The Tory message is negative, it’s frightening the horses, there are too many U-turns and they get the vital ingredient of timing wrong.
Then there is the messenger, the one man band called David Cameron. He fails at every hurdle to act like a Prime Minister-in-waiting. This week his priority has been poking his nose into internal workings of the Labour party, when he should be tidying up his own backyard.
Bagsshot has this to say:
Then there is the main asset himself, Mr Cameron. He is nimble and appealing enough to shine in the campaign and the forthcoming leaders’ debates. But—no two ways about it—he has been underperforming. At his party’s spring conference, he repeated his trick of speaking without notes. This time he came across rather as a tired music-hall act, relying too much on a vintage routine. That came after his botched remarks on his putative marriage tax-break, and an ill-judged poster campaign featuring his pampered visage—and before the debacle over Lord Ashcroft’s tax status, which Mr Cameron should have headed off years ago.

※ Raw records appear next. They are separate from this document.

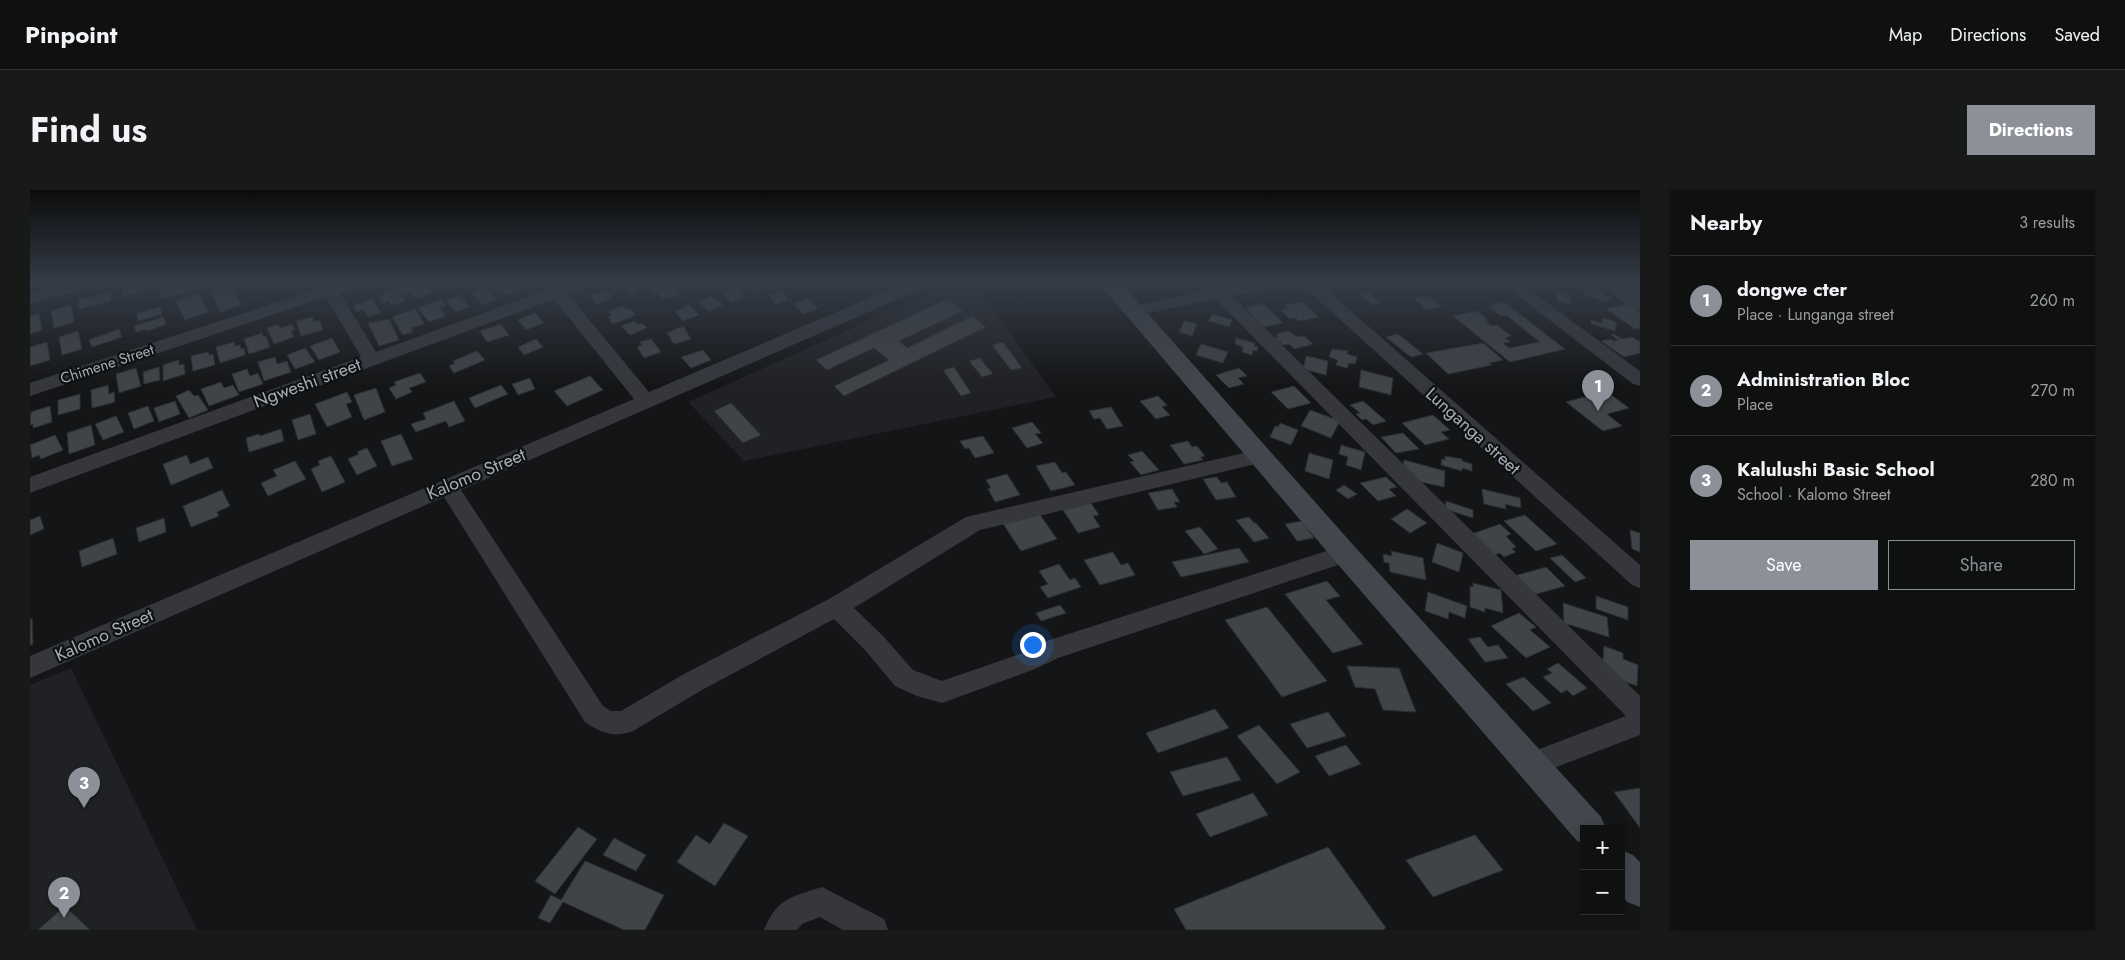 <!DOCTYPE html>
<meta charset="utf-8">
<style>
body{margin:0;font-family:Jost,sans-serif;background:#181919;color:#f1f3f6}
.controls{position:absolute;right:15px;bottom:15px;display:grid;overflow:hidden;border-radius:0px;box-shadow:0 2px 8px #0003}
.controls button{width:45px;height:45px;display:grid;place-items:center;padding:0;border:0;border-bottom:1px solid #2f3030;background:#0f1010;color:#f1f3f6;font:25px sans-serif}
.you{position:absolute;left:1002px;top:454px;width:18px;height:18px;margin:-12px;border:4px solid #fff;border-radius:50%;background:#1a73e8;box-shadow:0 0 0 8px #1a73e833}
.badge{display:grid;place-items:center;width:32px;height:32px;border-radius:50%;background:#8c9099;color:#fff;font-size:16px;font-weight:700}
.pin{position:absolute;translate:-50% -41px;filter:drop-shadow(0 1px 2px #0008)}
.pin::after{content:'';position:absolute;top:26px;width:18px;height:15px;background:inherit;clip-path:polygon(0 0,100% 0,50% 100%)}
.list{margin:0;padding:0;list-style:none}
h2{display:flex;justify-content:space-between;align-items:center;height:65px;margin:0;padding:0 20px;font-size:21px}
h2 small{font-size:16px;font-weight:400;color:#9b9d9f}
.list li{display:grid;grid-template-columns:32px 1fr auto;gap:15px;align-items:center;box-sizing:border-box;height:90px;padding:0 20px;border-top:1px solid #2f3030}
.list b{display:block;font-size:19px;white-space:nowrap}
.list p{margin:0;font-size:16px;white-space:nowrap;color:#9b9d9f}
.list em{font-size:16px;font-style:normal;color:#9b9d9f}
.actions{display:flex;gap:10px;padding:15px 20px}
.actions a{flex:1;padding:11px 0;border:1px solid #8c9099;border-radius:0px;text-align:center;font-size:18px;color:#8c9099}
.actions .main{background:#8c9099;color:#fff}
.map{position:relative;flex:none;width:1610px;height:740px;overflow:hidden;border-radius:0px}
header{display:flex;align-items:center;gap:30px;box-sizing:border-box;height:70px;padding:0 25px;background:#0f1010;border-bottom:1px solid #2f3030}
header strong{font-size:24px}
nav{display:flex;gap:28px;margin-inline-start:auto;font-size:18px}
.intro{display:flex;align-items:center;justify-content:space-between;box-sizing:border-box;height:120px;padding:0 30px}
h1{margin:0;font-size:35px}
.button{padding:12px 22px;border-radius:0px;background:#8c9099;color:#fff;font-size:18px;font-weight:700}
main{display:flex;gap:30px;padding:0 30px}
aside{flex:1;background:#0f1010;border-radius:0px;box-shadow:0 2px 8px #0003}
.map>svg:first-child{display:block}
</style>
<header>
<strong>Pinpoint</strong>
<nav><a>Map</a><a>Directions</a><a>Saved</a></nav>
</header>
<div class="intro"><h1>Find us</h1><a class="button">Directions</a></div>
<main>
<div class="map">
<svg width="1610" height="740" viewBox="0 0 1610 740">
<rect width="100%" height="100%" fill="#141516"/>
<path fill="#202124" d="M926 92 944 93 1026 207 714 271 658 212Z
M41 478 167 740H0V495Z"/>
<path fill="#404347" stroke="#2e2f33" d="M114 92H117L118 99 93 106V98Z
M150 92H162L165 99 132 109 129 99Z
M371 92H395L403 103 386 109 381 102 373 104 365 94Z
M400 92H422V93L404 99Z
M469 92H483L490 100 476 105 466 94Z
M594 92H607L612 97 606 99 608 101 599 104 590 94Z
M639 92 649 104 634 109 621 99Z
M651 92H670V93L655 98Z
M734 92 738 96 722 101 715 93Z
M1136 92H1163L1164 94 1143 99Z
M1501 92H1529L1533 95 1520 99 1515 95 1508 97Z
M1592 92 1610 94V109L1598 104 1605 102Z
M201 93 211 115 190 122 180 100Z
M456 97 467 110 453 115 442 103Z
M706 97 715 107 701 112 692 103Z
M1554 97 1568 99V100L1575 102V105L1582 107V110L1577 109V112L1553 104Z
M367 98 375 111 361 115 359 111 352 113 348 107 356 104 354 101Z
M577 101 583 108 567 114 559 105Z
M752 101 758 110 745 114 739 105Z
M1527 101 1540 104V114L1527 111Z
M80 102 81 111 49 119V110Z
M1339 102 1349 111 1350 113 1341 114 1329 104Z
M168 103 178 122 155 130 146 111Z
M430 105 440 117 426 122 416 111Z
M682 106 693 115 679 121 668 112Z
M1399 106 1412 117 1396 120 1384 108Z
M342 109 351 122 338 127 334 120 327 122 323 116Z
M411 109 416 116 410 118 416 126 399 132 388 118Z
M777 109 788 118 774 124 763 114Z
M917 109 933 121 869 151 877 158 942 126 956 137 814 206 804 196 859 170 844 158 797 180 786 170Z
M1273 112 1289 127 1269 131 1266 128 1260 129 1251 120 1258 118 1255 115Z
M1474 112 1535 159 1480 172 1423 126 1447 121 1458 130 1454 131 1462 136 1467 135 1481 146 1475 148 1480 152 1473 153 1479 158 1510 152 1476 125 1471 126 1458 116Z
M659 114 669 125 653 131 645 122Z
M1234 114 1253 133 1234 137 1215 117Z
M1597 114 1610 123V138L1605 139 1576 119Z
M41 115 44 132 24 138 21 121Z
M593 116 597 120 600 119 606 125 583 134 578 127 582 126 578 121Z
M130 117 132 124 108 131 107 123Z
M385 119 394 134 381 138 383 142 373 145 362 127Z
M9 123 12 140 0 144V126Z
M505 123 514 133 496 140 488 130Z
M1182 124 1202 130 1199 137 1179 131Z
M133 127 136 134 118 141 117 139 106 142 104 136Z
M283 127 284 132 289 130 293 140 271 146 266 131Z
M1573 128 1586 132 1585 141 1561 134V130L1572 133Z
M359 129 369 150 349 156 338 133Z
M604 131 609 135 612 133 617 138 600 145 591 136Z
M1154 131 1167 134 1162 146 1149 142Z
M248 134 250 138 262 134 265 139 261 141 264 147 244 154 237 138Z
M471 134 479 145 457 152 450 141Z
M653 136 661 149 644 154 637 143Z
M89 139 92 147 62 157 59 150Z
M48 141 52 159 32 165 29 147Z
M1259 141 1266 147 1274 146 1283 154 1264 159 1259 154 1253 155 1245 148 1249 147 1246 144Z
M232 143 233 147 236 146 240 157 219 164 214 149Z
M1368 144 1393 164 1381 167 1356 147Z
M1584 144 1592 149 1602 147 1610 152V163L1594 167 1571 151 1581 149 1584 151 1588 150 1581 145Z
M302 148 310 162 289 170 280 156Z
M1206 148 1225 153 1224 156 1228 157 1227 161 1223 160 1222 165 1212 162 1213 157 1205 154Z
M506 149 513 157 494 165 488 157Z
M621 149 631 162 614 168 607 157 612 155 610 152Z
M17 152 20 170 0 176V157Z
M204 152 205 156 210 155 211 159 214 158 215 165 190 173 186 157Z
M973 152 992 178 981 180 962 155Z
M1453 153 1473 170 1459 173 1462 175 1418 184 1396 163Z
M1171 154 1198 162 1193 173 1166 165Z
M275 158 285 172 265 179 257 165Z
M1302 159 1318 161 1317 164 1327 167 1325 174 1319 173 1317 178 1306 175 1308 170 1299 167Z
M673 160 681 170 661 178 651 167Z
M447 161 455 170 424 183 419 176 425 173 423 171Z
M178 162 179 165 183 164 185 175 163 181 161 166Z
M1276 166 1298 171 1296 185 1273 179Z
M245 167 247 174 257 171 261 182 234 191 228 172Z
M950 168 963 184 952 187 939 171Z
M149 170V175L154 174 155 184 133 191V175Z
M129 177 130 190 114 194 113 182Z
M924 177 941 203 931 206 913 180Z
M106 178 111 196 89 203 86 184Z
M1209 178 1217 186 1208 188 1214 194 1199 198 1186 185Z
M217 179 220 186 228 183 233 194 209 202 202 184Z
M1331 180 1363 188 1361 205 1329 197Z
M390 183 396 192 379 198 382 202 366 209 359 198 366 195 364 192Z
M560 186 573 200 537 216 524 201Z
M500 188 505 199 488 205 482 194Z
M191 192 194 198 203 195 209 205 179 216 171 199Z
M78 195 79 204 84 202 85 212 62 218 61 200Z
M471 195 478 204 445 218 439 208Z
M1264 196 1281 213 1258 219 1241 202Z
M346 198 355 222 334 230 324 205Z
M159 200 164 206 168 205 178 220 159 228 146 206Z
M1576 201 1599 218 1577 224 1592 236 1573 241 1536 212Z
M317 202 322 212 316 214 322 227 297 237 285 214Z
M50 204V219L28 225V210Z
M1128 206 1137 215 1132 217 1140 225 1126 229 1110 211Z
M145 211 150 224 129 232 124 218Z
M424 211 435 231 419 237 416 231 386 242 381 234 396 229 393 223Z
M1333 211 1356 231 1343 235 1336 229 1332 230 1326 224 1330 223 1320 215Z
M701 213 731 245 713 253 684 221Z
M20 216 22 232 3 238V234L0 235 1 222Z
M118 216 124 231 104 239 98 223Z
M1081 217 1093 236 1077 239 1070 228 1064 229 1059 221Z
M1280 220 1310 231 1301 248 1271 236Z
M280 224 286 244 268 250 262 230Z
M1403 225 1420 240 1411 242 1419 249 1395 255 1372 233Z
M86 226 94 242 73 250 65 234Z
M1002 232 1011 243 1005 244 1013 253 997 258 982 238Z
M1250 233 1268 240 1261 255 1240 247 1245 236 1248 237Z
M61 235 65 255 39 264 37 243Z
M251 239 254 251 219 262 216 248 229 244 230 246Z
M1373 243 1389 259 1366 263 1351 247Z
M371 244 383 269 362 276 351 251Z
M25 245 33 260 11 269 9 265 2 268 0 255Z
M953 246 964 263 945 268 939 258 935 259 930 251Z
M1158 251 1162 257 1167 256 1175 266 1171 267 1173 270 1154 274 1140 255Z
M1311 255 1335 262 1331 280 1316 275 1318 267 1309 264Z
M337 258 347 276 327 285 318 269 329 264 327 262Z
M1112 261 1129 280 1111 285 1100 272 1104 271 1098 265Z
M1279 263 1303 270 1299 289 1275 281Z
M157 265 160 274 178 267 183 278 141 295 133 274Z
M301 266 315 292 292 302 281 279 290 275 288 271Z
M1415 266 1432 269V271L1442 274V281L1432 278V281L1411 275 1412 269 1415 270Z
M1374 270 1415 281 1414 297 1382 290 1372 285Z
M265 271 276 289 238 306 231 293 247 286 243 280Z
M1025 272 1032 283 1036 282 1045 295 1021 301 1006 276Z
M977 284 990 305 965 312 958 299 961 298 956 290Z
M1187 287 1191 293 1197 292 1206 307 1186 310 1173 289Z
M1356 287 1367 297 1359 299 1366 306 1348 311 1330 293Z
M1314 295 1327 304 1318 309 1306 300Z
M1142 299 1150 312H1144L1147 317 1128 320 1118 303Z
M1452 299 1490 308 1491 318 1475 314 1476 319 1454 314Z
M192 300 200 316 187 322 189 326 161 337 153 316Z
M1416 311 1443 320V328L1415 319Z
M1061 313 1069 325 1063 326 1070 337 1048 343 1033 320Z
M1377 319 1397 333 1380 343 1361 329Z
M1008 322 1027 349 991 361 970 329Z
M1495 325 1527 354 1506 361 1474 331Z
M10 326 14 339 0 345V330Z
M1219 327 1224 333H1226L1239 348 1224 352 1206 330Z
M134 328 136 342 109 352 106 338Z
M1272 331 1284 348 1267 351 1255 334Z
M1470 334 1481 344 1476 346 1486 357 1482 359 1486 362 1474 367 1470 363 1462 366 1439 345Z
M1170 337 1188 359 1174 364 1155 341Z
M1600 340 1610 343V362L1602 359Z
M83 348 87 364 52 377 49 361Z
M1407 353 1433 363 1429 382 1402 372Z
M1209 358 1219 372 1151 387 1142 372Z
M1361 361 1393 368 1396 390 1360 382 1359 373 1354 372 1353 364 1362 366Z
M1083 362 1091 375 1098 373 1105 385 1070 395 1054 370Z
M1532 365 1556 388 1545 392 1520 368Z
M1029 374 1040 390 1045 388 1051 397 1018 408 1010 397 1018 394 1009 381Z
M1516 377 1535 396 1503 405 1484 386Z
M1297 391 1310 406 1296 410 1333 454 1303 463 1255 404Z
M1443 393 1471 400 1473 423 1455 418V422L1440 417V396L1443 397Z
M1398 402 1437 416 1435 428 1419 422 1418 429 1395 421Z
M1566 406 1598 417V430L1566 419Z
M1533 413 1577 427 1579 447 1534 433Z
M1030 415 1036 423 1011 431 1006 423Z
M1237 417 1297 491 1252 507 1195 430Z
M1489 423 1506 437 1500 440 1520 457 1496 468 1461 436Z
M2 428 3 454 0 455V429Z
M1450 447 1458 457 1468 455 1478 468 1455 472 1438 449Z
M1574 456 1593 463V469L1608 475 1607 496 1572 483Z
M1528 473 1557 498 1543 506 1537 500 1531 503 1513 487 1522 483 1517 479Z
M1317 476 1369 478 1386 522 1353 520 1345 499 1325 497Z
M1494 487 1521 513 1503 521 1476 494Z
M1185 519 1199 538 1128 563 1116 543Z
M1298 522 1316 546 1277 558 1260 534Z
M1229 535 1270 582 1247 594 1207 546Z
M1316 555 1331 574 1299 586 1285 566Z
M1197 567 1211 590 1153 606 1140 582Z
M1610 598V638L1584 602Z
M1223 603 1238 625 1180 647 1166 624Z
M694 633 718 646 685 696 647 672 666 645 680 654Z
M548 637 567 649 525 704 505 691Z
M1445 645 1473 680 1403 707 1376 670Z
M584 648 616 665 606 681 573 665Z
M1298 657 1356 738 1352 740H1156L1144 719Z
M555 671 634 705 615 740H594L533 712 520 733 508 728 521 705 531 710Z
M35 716 60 740H8Z"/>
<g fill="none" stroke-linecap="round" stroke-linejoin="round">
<path fill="#35373c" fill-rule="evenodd" d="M38 92H66L64 96 0 114V104Z
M308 92H334L332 96 310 103 346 162 538 92H563L561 96 538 104 619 202 877 92H900L898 96 431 300 573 516 581 521H591L654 484 799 409 936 327 1231 259 1238 261 1241 266 1238 271 950 340 824 418 853 446 883 480 912 491 987 465 1020 450 1315 355 1323 358 1326 364 1323 370 1028 468 1005 479 912 513 887 506 865 496 835 460 804 429 672 500 603 541C584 548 571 543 555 532L414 307 0 488V466L604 209 524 109 0 303V287L331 167 296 107 0 206V193Z
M1171 92H1189L1194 97 1216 92H1251L1249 96 1202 106 1610 506V545L1503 586 1494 583 1490 574 1494 565 1596 526 1186 109 1104 126 1098 125 1095 121 1098 117 1178 100Z
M1269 92H1288L1610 375V398L1602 395Z
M1470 92H1489L1610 181V196L1603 194Z
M1567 92H1587L1610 108V121L1604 120Z
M792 697 854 729 858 740H813L790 727 772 734 767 740H734C747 708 761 707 792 697Z"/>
<path fill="#43464c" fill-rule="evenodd" d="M1068 92H1090L1325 357 1571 627 1576 639H1554V654L1547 651 1305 371Z
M1591 660 1603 665 1610 672V717L1597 712 1591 704Z"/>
</g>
<linearGradient id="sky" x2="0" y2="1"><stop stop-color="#0b0c0c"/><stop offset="0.47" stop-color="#343b47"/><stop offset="1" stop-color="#343b47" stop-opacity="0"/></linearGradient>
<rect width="1610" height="196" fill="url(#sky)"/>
<g text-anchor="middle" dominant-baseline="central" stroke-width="4.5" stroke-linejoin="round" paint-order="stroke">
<g font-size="15" fill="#a5adb8" stroke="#0f1011">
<text transform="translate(77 174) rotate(-18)">Chimene Street</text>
</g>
<g font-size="18" fill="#a5adb8" stroke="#0f1011">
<text transform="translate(277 193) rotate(-20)">Ngweshi street</text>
<text transform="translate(1443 241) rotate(42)">Lunganga street</text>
<text transform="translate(446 284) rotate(-23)">Kalomo Street</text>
<text transform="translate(74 445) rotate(-24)">Kalomo Street</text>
</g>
</g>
</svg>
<div class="controls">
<button>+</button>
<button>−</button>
</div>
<div class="you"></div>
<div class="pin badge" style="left:1568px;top:221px">1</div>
<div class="pin badge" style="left:34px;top:728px">2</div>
<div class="pin badge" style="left:54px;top:618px">3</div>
</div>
<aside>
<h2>Nearby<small>3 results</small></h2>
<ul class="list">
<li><span class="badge">1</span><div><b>dongwe cter</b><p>Place · Lunganga street</p></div><em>260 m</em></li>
<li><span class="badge">2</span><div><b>Administration Bloc</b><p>Place</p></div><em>270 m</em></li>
<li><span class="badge">3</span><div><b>Kalulushi Basic School</b><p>School · Kalomo Street</p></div><em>280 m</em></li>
</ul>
<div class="actions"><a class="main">Save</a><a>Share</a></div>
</aside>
</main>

Now we move to the polls. However the figures are dressed up, they are dreadful for the Tories. With the dissolution three weeks away, the gap with Labour should be widening, but it isn't.
Forget the leaders’ debates, the Budget will define the election campaign. With Peter Mandelson breathing down the necks of Gordon Brown and Alistair Darling, there is little doubt that Labour will get its strategy right and leave the Tories in no man’s land.
The Tory party need to get out of the children's playground, because next Wednesday at 12.30 the deadly game of politics for adults kicks off, orchestrated by a team that has already bagged three gold medals.